If you provide a webhook secret, the API signs each payload using HMAC-SHA256. The signature is sent in the X-Lasso-Signature header with a sha256= prefix. 
import hmac
import hashlib

def verify_signature(payload: bytes, signature: str, secret: str) -> bool:
    expected = "sha256=" + hmac.new(
        secret.encode(), payload, hashlib.sha256
    ).hexdigest()
    return hmac.compare_digest(expected, signature)

Retry policy

If your endpoint does not respond with a 2xx status code within 10 seconds, the API retries with exponential backoff:
AttemptDelay
1st retry30 seconds
2nd retry5 minutes
3rd retry30 minutes
After 3 failed retries, the delivery is abandoned. You can check the table status via the API at any time.
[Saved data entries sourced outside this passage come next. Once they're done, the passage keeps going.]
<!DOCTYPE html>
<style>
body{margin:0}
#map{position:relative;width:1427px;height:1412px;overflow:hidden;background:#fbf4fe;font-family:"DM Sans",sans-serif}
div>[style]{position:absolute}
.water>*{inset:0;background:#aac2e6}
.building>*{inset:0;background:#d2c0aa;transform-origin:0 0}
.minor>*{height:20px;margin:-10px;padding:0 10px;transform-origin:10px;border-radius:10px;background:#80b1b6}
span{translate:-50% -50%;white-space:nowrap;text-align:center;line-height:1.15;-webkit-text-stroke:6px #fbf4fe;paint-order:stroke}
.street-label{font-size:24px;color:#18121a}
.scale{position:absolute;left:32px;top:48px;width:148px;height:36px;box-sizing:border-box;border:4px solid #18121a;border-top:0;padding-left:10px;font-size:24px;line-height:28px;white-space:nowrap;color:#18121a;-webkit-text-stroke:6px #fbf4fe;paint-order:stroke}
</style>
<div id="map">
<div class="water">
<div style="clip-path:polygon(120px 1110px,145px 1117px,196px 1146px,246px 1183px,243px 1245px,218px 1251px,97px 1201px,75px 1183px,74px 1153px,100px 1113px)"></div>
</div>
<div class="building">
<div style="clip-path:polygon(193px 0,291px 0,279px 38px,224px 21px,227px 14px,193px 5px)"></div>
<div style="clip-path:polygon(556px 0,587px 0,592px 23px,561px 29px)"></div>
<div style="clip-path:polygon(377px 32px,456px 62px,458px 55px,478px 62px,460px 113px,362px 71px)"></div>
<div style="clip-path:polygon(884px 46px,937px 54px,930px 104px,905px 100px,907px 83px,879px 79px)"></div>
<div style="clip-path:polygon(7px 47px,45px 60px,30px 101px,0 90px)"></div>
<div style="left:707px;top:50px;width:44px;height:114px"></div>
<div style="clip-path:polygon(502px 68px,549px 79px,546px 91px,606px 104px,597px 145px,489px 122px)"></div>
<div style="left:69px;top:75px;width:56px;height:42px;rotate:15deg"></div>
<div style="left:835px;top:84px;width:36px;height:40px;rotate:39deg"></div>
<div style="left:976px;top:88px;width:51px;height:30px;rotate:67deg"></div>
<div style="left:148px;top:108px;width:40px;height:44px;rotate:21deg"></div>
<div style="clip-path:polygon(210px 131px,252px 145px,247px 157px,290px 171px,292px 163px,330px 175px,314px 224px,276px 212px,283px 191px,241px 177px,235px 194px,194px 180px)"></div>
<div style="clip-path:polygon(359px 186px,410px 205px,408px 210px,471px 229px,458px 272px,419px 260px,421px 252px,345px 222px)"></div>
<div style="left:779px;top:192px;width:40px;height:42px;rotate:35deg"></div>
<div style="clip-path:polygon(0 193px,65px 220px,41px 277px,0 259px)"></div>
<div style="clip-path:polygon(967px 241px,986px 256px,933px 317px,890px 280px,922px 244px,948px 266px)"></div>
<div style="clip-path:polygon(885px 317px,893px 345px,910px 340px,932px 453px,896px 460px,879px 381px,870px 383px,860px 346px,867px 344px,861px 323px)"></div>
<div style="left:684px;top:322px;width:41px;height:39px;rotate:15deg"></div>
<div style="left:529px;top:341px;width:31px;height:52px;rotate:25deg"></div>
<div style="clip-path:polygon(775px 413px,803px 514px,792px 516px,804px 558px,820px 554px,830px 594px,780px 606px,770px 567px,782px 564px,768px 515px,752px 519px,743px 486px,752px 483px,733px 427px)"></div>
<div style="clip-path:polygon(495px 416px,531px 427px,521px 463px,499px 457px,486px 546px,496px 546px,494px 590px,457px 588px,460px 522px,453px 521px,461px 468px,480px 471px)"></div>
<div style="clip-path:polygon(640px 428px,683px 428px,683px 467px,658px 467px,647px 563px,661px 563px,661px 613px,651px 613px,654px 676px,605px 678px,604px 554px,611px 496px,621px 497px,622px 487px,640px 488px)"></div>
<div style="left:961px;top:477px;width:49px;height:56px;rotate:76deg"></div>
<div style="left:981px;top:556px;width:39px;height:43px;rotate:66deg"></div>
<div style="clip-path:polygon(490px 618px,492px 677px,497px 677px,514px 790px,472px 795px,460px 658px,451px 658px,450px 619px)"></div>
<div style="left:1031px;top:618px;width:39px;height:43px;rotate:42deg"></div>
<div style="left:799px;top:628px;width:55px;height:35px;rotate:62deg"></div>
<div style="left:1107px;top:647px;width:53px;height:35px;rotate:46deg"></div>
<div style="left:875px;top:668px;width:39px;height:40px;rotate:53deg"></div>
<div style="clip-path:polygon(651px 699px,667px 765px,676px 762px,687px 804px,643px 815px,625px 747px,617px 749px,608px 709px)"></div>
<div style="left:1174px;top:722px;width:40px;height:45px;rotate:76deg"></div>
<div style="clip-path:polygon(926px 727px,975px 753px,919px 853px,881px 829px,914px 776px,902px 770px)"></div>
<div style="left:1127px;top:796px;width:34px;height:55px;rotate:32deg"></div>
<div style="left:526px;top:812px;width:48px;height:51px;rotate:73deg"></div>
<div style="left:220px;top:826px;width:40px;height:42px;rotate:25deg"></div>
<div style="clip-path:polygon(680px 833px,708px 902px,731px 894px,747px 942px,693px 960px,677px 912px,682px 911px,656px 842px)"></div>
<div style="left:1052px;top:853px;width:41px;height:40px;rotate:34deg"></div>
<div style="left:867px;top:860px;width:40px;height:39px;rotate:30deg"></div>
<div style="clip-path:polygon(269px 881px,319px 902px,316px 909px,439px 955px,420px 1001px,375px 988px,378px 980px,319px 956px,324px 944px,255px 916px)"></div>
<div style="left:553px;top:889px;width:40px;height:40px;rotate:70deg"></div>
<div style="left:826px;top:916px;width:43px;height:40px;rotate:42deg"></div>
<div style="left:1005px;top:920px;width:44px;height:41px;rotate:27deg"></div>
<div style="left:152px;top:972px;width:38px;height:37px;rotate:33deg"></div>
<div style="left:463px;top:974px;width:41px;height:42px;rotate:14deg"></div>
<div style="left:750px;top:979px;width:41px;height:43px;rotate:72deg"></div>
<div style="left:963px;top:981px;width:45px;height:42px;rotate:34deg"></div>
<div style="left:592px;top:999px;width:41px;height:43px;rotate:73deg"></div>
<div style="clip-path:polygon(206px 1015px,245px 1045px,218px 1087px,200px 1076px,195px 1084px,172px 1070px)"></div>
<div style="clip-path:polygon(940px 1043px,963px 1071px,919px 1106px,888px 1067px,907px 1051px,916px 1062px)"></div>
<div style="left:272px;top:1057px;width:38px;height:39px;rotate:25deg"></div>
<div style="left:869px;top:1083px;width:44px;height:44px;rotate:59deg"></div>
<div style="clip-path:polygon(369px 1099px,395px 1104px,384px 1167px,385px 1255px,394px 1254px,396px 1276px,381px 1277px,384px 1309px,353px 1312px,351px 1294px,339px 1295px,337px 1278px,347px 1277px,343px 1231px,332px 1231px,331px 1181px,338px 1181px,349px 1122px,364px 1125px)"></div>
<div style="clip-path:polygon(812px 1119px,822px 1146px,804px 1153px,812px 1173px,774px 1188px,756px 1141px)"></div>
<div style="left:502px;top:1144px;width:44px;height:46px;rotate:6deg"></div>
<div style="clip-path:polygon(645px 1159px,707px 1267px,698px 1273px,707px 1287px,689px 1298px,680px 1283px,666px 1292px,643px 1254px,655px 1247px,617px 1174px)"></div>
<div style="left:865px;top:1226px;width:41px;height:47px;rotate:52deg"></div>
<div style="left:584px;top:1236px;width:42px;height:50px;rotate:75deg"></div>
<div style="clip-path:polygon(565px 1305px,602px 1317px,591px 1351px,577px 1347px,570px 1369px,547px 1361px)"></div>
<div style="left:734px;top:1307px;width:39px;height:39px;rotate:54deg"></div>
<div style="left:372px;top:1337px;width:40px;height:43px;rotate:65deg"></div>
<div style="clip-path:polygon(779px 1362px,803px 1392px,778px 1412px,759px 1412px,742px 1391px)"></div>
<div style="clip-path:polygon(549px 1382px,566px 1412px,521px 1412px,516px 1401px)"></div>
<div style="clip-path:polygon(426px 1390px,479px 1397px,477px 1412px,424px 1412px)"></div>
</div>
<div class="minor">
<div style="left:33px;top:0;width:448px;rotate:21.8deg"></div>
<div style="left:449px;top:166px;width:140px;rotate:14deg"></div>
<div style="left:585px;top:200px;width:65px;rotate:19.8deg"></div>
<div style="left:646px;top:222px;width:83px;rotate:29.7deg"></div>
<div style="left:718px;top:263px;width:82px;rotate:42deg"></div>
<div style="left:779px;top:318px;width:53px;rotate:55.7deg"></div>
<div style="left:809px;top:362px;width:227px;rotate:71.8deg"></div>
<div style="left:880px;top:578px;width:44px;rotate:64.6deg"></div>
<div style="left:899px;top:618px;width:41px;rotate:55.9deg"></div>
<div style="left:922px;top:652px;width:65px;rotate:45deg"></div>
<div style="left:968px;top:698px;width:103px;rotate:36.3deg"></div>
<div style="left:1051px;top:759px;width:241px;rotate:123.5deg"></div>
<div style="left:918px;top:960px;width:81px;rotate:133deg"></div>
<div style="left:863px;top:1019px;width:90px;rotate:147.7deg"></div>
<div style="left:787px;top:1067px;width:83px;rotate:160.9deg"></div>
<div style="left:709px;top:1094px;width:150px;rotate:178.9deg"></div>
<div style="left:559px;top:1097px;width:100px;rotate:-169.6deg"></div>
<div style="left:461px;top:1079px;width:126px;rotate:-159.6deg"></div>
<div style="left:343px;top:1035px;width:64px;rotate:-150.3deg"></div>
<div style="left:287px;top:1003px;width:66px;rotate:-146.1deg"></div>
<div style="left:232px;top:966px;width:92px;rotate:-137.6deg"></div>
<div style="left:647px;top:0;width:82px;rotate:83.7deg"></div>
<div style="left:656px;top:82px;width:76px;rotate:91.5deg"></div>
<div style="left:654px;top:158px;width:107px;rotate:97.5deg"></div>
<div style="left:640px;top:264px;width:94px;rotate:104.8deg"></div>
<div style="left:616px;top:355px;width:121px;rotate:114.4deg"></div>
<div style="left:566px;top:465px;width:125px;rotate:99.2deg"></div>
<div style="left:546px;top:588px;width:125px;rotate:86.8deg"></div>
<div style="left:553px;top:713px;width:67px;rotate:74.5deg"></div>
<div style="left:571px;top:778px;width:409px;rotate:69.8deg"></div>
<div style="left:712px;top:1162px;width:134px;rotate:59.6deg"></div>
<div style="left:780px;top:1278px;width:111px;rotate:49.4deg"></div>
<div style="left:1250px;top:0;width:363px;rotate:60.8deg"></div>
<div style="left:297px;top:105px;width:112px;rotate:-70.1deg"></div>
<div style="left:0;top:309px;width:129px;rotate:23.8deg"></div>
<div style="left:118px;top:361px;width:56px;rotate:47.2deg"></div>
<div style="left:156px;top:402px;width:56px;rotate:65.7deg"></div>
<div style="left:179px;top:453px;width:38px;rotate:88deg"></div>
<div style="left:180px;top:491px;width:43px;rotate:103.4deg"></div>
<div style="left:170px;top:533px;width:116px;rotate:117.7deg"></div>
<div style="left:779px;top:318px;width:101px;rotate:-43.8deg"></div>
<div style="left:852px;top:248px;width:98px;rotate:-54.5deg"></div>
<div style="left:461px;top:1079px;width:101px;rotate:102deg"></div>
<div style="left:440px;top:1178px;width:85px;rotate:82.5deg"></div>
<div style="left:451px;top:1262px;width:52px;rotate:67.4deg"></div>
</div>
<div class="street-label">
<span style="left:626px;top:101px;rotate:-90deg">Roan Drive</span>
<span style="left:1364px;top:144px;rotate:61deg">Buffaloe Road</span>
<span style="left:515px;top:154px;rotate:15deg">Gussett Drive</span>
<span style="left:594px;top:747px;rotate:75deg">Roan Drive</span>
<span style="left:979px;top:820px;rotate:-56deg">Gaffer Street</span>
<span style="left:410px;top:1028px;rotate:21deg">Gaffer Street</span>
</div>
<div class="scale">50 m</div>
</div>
Catalog and attribute webhooks

For catalog products and attribute dictionary changes, subscribe via Catalog Webhooks. Supported events:
EventDescription
product.createdA catalog product was created
product.updatedA catalog product was updated
product.deletedA catalog product was deleted
attribute.createdAn attribute dictionary entry was created
attribute.updatedAn attribute was updated or renamed
attribute.deletedAn attribute was deleted
Attribute webhook payloads include attribute_id and the full attribute object in data.

Custom auth headers

You can include a custom authentication header on webhook deliveries by setting webhook_auth_header_name and webhook_auth_header_value in your table creation input data.